Tuesday, February 23, 2016

Pirates recapitulating the Iliad

Hubris runs through human affairs. From Empire of Blue Water by Stephan Talty. Privateer Henry Morgan has been trapped in Lake Maracaibo by Don Alonzo. Morgan launches a surprise fireship attack on the blockading Spanish warships and is able to make his escape with all his treasure intact.
What Morgan did not realize until days later was that Don Alonzo had been warned about the fireship. Although the pirates kept a strict guard on all their prisoners, a "certain negro" had made it to the Magdalena days before the attack and told the Admiral, "Sir, be pleased to have great care of yourself, for the English have prepared a fireship with desire to burn your fleet." The Spanish noble had scoffed at the idea. "How can that be?" he thundered at the spy. "Have they, peradventure, wit enough to build a fireship?
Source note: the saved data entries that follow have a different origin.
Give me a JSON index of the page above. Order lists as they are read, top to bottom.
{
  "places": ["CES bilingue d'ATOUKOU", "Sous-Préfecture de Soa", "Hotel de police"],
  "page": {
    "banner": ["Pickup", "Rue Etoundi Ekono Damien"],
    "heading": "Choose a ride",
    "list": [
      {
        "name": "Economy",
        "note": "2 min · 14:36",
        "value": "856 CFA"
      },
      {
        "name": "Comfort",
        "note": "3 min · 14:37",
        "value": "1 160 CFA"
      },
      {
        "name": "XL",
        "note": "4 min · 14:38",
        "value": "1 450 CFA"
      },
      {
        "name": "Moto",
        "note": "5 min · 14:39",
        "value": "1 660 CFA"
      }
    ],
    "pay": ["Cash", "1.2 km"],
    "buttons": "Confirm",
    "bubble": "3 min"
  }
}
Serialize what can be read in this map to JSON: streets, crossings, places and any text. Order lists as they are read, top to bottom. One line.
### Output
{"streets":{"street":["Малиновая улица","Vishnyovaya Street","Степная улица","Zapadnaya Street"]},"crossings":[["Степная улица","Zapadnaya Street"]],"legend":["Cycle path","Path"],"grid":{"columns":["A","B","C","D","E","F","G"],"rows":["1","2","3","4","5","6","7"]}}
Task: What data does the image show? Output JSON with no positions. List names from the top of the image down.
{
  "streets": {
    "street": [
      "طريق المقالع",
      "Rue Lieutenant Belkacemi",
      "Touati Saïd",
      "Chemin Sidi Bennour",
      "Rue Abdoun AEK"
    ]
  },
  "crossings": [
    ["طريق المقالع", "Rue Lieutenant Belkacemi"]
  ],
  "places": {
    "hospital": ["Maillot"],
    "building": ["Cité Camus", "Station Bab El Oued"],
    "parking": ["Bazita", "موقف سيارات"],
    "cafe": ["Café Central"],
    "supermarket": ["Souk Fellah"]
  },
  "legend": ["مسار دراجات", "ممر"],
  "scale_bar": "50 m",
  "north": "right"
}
Or what instruments have they to do it withal?" Do Alonzo was a Spaniard to the bone: He simply could not imagine that he could be out-thought by scum like the Brethren. But the collective wisdom of the pirates had defeated the noble.
It reminds me of the scene in The Iliad when the Trojans are warned by Trojan priest Laocoön about the possibility that the wooden horse left by the Greeks might be a trick and should not be brought into the city (famously rendered by Virgil as "I fear Greeks, even those bearing gifts.")

Hubris runs through history. Our downfall is surprisingly often, not the result of a deficit of knowledge, but a deficit of humility.